Stored data entries:
──────────

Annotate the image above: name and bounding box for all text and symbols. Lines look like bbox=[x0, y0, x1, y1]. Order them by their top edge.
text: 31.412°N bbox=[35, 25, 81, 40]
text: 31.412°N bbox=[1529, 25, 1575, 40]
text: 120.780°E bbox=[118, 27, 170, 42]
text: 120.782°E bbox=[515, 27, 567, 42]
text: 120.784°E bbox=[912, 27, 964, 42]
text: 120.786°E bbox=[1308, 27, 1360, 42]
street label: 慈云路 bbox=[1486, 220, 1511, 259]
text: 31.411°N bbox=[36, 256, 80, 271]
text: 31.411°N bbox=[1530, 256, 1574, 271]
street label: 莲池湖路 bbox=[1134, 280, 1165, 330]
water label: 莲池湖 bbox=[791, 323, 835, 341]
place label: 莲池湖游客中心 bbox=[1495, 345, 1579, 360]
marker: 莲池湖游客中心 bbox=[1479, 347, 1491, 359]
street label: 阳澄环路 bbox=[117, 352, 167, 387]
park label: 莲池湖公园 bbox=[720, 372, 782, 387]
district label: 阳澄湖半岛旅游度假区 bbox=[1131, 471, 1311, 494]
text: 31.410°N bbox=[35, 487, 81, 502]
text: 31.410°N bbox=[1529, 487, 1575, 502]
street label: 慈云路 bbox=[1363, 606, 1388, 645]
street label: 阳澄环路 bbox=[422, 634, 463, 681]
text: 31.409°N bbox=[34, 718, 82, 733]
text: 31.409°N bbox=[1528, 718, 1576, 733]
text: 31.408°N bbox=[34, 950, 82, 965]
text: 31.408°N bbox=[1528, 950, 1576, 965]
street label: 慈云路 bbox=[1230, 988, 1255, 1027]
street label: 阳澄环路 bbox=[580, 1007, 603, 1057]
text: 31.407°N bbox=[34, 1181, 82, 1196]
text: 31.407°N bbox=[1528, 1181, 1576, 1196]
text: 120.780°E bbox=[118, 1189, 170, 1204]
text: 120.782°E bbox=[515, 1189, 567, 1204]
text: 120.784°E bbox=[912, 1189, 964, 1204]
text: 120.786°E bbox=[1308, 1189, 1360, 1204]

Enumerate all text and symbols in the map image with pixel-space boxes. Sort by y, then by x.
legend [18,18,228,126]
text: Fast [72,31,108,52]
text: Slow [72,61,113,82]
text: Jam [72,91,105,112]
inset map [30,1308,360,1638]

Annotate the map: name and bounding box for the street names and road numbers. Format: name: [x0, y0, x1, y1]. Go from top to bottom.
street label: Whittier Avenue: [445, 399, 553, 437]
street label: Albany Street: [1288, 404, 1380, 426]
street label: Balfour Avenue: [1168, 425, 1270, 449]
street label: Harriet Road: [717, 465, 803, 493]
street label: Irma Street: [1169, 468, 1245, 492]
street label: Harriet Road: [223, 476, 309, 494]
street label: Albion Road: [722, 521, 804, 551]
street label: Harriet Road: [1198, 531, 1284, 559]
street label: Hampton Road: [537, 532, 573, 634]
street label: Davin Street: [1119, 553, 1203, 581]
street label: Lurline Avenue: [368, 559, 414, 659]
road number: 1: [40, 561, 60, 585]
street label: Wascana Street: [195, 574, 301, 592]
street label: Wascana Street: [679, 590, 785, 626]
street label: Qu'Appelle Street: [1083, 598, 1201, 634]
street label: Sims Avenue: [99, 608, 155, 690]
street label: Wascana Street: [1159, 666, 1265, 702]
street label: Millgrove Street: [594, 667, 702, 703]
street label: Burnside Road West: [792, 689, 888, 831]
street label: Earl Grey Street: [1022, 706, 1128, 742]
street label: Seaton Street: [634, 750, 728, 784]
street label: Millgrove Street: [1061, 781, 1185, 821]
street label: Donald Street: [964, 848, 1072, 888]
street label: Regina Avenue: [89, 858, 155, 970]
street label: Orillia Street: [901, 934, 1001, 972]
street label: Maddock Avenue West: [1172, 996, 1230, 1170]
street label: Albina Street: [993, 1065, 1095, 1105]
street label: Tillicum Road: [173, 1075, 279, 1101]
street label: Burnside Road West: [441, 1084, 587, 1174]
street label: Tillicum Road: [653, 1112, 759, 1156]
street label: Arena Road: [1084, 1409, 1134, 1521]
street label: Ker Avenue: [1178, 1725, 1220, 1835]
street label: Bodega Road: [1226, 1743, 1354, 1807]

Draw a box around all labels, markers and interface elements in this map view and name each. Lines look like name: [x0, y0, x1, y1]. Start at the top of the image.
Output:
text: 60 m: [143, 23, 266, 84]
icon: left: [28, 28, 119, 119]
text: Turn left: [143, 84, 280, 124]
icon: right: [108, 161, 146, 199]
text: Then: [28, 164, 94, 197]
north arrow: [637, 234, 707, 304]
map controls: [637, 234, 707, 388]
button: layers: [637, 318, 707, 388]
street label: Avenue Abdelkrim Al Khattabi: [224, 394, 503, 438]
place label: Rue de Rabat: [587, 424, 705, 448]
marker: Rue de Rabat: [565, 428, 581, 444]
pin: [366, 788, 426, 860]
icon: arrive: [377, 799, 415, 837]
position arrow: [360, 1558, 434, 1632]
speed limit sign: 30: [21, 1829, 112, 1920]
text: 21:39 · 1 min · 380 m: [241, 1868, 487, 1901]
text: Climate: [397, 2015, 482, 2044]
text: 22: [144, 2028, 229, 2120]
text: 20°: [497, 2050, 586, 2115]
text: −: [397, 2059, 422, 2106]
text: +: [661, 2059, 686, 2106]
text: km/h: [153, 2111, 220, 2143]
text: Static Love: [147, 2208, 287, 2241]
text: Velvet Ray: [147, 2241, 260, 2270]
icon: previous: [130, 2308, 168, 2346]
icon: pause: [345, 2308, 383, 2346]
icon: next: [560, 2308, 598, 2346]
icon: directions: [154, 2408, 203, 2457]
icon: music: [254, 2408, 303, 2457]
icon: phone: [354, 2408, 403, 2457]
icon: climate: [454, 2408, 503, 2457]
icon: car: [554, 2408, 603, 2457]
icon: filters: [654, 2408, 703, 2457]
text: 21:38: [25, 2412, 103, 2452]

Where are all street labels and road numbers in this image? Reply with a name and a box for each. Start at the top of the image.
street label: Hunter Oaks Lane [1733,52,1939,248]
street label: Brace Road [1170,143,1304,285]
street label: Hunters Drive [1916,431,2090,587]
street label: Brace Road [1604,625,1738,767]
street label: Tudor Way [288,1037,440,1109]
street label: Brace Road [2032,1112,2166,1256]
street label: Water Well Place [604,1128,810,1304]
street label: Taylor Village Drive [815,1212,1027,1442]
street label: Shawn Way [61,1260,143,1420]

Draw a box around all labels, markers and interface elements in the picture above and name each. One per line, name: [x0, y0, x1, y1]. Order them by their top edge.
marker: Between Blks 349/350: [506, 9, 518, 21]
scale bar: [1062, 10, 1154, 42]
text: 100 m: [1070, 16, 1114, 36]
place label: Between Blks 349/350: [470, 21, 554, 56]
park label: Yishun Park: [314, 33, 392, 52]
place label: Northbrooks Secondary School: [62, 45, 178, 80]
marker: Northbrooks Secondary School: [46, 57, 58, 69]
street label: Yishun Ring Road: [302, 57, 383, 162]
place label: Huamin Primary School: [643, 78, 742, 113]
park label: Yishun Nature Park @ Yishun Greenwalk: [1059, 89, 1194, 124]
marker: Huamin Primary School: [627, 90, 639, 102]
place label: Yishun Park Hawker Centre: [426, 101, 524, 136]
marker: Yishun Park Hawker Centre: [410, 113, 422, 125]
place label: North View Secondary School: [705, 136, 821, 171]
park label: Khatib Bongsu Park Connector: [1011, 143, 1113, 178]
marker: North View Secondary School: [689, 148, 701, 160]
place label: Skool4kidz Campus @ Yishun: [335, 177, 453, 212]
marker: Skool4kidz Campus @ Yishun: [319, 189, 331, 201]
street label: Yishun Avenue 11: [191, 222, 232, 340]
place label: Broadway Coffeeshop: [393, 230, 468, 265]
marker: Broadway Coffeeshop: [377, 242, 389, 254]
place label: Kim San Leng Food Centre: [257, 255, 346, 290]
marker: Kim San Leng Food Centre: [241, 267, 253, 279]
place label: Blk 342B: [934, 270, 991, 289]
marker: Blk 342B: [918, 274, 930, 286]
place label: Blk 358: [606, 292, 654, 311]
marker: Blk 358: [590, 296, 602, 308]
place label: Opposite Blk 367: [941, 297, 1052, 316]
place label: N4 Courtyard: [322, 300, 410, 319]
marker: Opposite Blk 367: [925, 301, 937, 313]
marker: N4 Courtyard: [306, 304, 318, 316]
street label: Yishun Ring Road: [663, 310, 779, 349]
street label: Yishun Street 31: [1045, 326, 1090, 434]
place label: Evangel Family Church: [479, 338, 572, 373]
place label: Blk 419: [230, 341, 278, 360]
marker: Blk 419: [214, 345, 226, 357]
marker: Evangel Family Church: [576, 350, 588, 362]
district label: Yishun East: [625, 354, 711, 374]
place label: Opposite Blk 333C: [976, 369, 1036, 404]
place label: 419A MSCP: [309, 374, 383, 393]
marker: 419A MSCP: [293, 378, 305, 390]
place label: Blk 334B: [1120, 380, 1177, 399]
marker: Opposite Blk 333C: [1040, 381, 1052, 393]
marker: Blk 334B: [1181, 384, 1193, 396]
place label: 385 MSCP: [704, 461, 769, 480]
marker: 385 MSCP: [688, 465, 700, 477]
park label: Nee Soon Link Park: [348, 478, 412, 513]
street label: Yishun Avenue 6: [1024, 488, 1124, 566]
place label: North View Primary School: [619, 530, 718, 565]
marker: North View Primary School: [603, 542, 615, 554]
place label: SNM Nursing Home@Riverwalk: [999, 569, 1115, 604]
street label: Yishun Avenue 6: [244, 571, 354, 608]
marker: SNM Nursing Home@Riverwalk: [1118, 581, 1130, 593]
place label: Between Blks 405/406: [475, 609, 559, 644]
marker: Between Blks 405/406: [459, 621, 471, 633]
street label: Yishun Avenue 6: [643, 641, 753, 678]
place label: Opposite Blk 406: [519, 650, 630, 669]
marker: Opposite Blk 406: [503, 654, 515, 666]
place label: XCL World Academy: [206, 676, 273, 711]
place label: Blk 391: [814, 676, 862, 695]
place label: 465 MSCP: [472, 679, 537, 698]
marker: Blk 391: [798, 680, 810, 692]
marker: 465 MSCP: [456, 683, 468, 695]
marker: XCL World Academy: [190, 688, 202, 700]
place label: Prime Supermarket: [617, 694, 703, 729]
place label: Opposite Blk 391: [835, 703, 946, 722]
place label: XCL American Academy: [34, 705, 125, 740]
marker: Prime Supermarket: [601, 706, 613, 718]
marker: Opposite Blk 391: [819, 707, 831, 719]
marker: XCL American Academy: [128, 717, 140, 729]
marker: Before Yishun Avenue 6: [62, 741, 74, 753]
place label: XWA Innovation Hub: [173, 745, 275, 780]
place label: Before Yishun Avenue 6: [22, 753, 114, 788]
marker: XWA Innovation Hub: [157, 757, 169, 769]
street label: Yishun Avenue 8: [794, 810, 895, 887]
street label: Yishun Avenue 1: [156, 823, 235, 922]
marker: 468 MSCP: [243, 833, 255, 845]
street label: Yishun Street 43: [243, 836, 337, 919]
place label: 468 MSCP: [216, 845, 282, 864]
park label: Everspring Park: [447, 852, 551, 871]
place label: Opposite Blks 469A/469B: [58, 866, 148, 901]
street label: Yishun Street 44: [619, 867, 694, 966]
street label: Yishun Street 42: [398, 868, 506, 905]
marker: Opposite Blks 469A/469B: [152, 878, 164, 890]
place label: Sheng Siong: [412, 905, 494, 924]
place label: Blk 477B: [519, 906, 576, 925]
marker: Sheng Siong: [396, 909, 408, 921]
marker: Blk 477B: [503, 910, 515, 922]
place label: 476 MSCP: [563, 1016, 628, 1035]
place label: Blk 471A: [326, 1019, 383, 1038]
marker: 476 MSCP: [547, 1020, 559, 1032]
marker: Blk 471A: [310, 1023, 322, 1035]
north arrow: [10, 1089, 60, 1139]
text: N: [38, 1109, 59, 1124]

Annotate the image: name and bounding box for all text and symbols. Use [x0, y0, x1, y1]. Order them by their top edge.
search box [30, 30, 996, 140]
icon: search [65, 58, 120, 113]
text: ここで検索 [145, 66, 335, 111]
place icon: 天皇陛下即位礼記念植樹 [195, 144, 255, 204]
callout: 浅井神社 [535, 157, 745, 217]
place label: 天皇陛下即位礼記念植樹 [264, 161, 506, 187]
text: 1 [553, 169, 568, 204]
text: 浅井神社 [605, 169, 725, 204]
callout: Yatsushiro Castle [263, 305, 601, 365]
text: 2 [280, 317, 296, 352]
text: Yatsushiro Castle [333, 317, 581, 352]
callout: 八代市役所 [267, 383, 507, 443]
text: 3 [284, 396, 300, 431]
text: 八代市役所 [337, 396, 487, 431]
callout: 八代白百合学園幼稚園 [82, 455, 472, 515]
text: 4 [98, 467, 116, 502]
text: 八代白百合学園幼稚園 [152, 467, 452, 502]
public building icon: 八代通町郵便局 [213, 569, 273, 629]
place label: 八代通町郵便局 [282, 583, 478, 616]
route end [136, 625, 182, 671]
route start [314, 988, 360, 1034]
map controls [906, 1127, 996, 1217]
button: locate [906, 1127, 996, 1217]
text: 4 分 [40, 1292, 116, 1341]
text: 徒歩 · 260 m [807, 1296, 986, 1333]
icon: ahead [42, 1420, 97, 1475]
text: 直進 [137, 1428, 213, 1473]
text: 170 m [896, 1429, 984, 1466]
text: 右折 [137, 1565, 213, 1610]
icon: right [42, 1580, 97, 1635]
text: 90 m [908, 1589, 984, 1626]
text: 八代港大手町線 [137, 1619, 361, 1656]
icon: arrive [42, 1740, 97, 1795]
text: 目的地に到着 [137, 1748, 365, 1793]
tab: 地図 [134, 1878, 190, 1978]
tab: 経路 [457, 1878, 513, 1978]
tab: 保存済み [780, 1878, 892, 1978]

──────────

WHAT THE TASK REQUIRES: Report each line of the data in which "Draw" occurs.

RESULT BELOW:
Draw a box around all labels, markers and interface elements in this map view and name each. Lines look like name: [x0, y0, x1, y1]. Start at the top of the image.
Draw a box around all labels, markers and interface elements in the picture above and name each. One per line, name: [x0, y0, x1, y1]. Order them by their top edge.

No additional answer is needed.